The Dangerous Myth of Opioid Addiction

Trying to reduce the pain of my patients plays a major role in my day-to-day life as a doctor. When I was in training, there was a big debate going on: Should a doctor prescribe an opioid for non-cancer pain? The answer was Never!

In other words, no matter where a patient’s pain was coming from or how severe, unless he or she was suffering from cancer that had spread, pain management was limited to Tylenol, aspirin (or its NSAID variants), antidepressants (like Elavil), and a discontinued (for fatal side effects) pain med called Darvon.

In the mid-90s, physicians slowly began to recognize that the widespread chronic muscle pain of fibromyalgia actually existed. Unfortunately, rheumatologists were slow on the uptake. Because there were no positive test results with fibro, patients were routinely told they were simply depressed and referred to psychiatrists. After a lot of hesitation, primary care doctors began prescribing small doses of opioids, like Vicodin and Norco, to people with fibro and other chronic pain conditions and the results were astonishing.

The prescribing rule was “start low and go slow” and it still holds true. Patients who are taking high doses of opioids for any chronic pain condition, regardless the cause, always run a greater risk of addiction than those on more modest doses. Fibromyalgia pain can be controlled with small doses and thus addiction is rare. The pain from cancer that has metastasized (spread) requires high doses to quell, but since the disease is most likely fatal, the situation allows the doctor to prescribe higher doses needed to give the patient some comfort as the end nears.

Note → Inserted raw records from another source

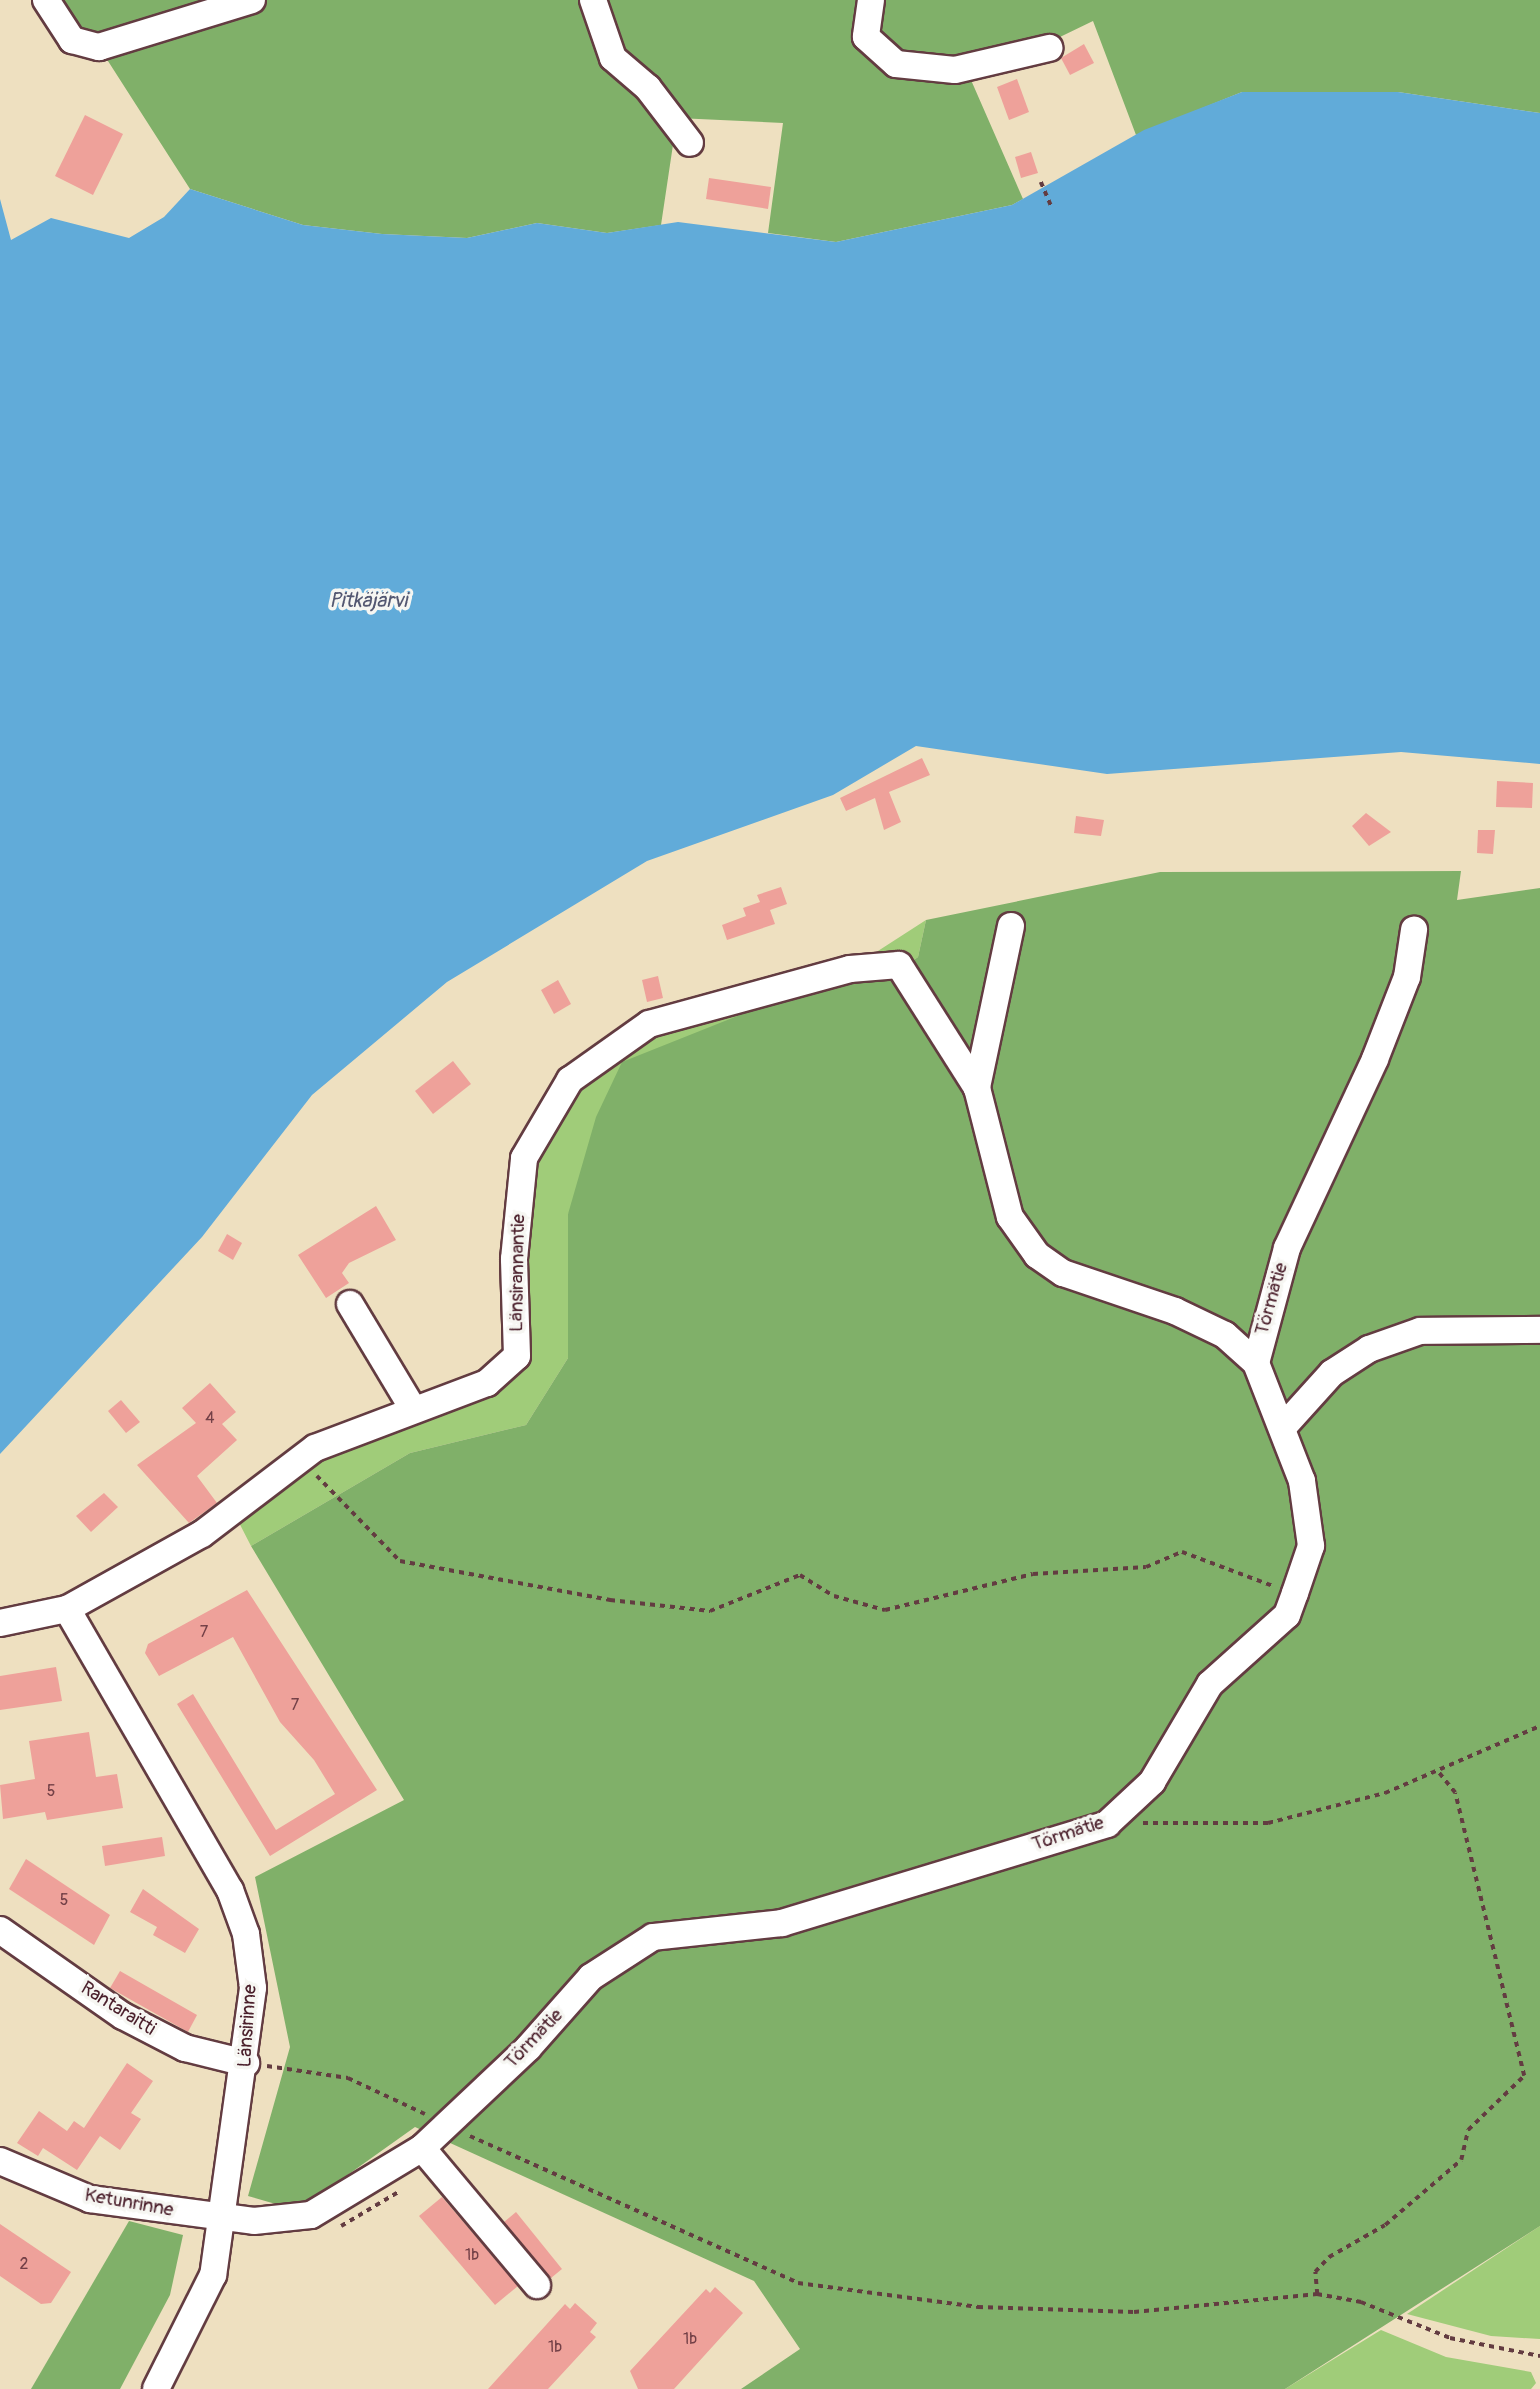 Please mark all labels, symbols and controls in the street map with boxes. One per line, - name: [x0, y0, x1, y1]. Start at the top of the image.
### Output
- water label: Pitkäjärvi: [329, 588, 407, 614]
- street label: Länsirannantie: [506, 1214, 530, 1332]
- street label: Törmätie: [1251, 1260, 1293, 1338]
- house number: 4: [205, 1408, 215, 1428]
- house number: 7: [200, 1622, 208, 1642]
- house number: 7: [291, 1695, 299, 1715]
- house number: 5: [47, 1781, 55, 1801]
- street label: Törmätie: [1029, 1812, 1107, 1856]
- house number: 5: [60, 1890, 68, 1910]
- street label: Rantaraitti: [76, 1977, 160, 2041]
- street label: Länsirinne: [234, 1984, 262, 2068]
- street label: Törmätie: [500, 2004, 568, 2074]
- street label: Ketunrinne: [83, 2184, 175, 2222]
- house number: 1b: [465, 2245, 479, 2265]
- house number: 2: [20, 2254, 28, 2274]
- house number: 1b: [683, 2329, 697, 2349]
- house number: 1b: [548, 2337, 562, 2357] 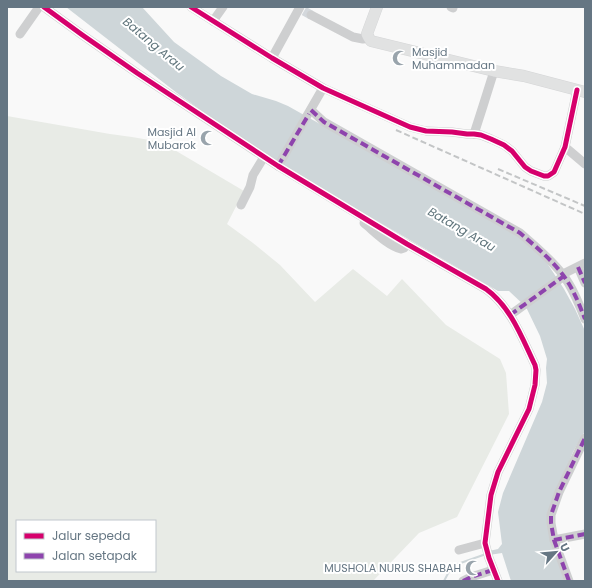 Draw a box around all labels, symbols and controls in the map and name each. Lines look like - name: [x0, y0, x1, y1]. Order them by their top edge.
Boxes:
- water label: Batang Arau: [120, 13, 189, 75]
- place label: Masjid Muhammadan: [412, 44, 495, 73]
- mosque icon: Masjid Muhammadan: [391, 49, 409, 67]
- place label: Masjid Al Mubarok: [147, 124, 196, 153]
- mosque icon: Masjid Al Mubarok: [199, 129, 217, 147]
- water label: Batang Arau: [425, 203, 499, 255]
- legend: [16, 520, 156, 572]
- text: Jalur sepeda: [52, 527, 130, 544]
- north arrow: [536, 532, 576, 572]
- text: U: [556, 540, 574, 555]
- text: Jalan setapak: [52, 547, 138, 564]
- mosque icon: MUSHOLA NURUS SHABAH: [464, 559, 482, 577]
- place label: MUSHOLA NURUS SHABAH: [324, 560, 461, 576]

Such high doses would likely lead to addiction if used over a long period of time.

Dentists and Vicodin
Dentists have been using opioids for years, prescribing a few days of Vicodin after a dental procedure. As a result, I’ve lost count of the number of patients who have said the following to me: “The only time my fibromyalgia improved was after my dental surgery when I took Vicodin.” Not uncommonly, one of these patients will reach into her purse and extract an ancient bottle containing a half dozen Vicodin tablets, saying “I’m hanging on to these in case I have a really bad day.”

I always ask, “Did you tell your primary care doctor they made you feel better?”

Answer: “Yes. He wouldn’t prescribe more because he said I would become a drug addict.”

Her doctor, many pharmacists, and, unfortunately, lots of politicians are simply wrong on this point. One study after another has shown that about 98% of patients taking correctly prescribed opioids (“start low and go slow”) for chronic pain never become addicted, never get any buzz or high from opioids, never get anything but pain relief. They do, however, still suffer through an occasional encounter with an ignorant physician or pharmacist who, harking back three decades, says something like “This medication is only given to cancer patients.”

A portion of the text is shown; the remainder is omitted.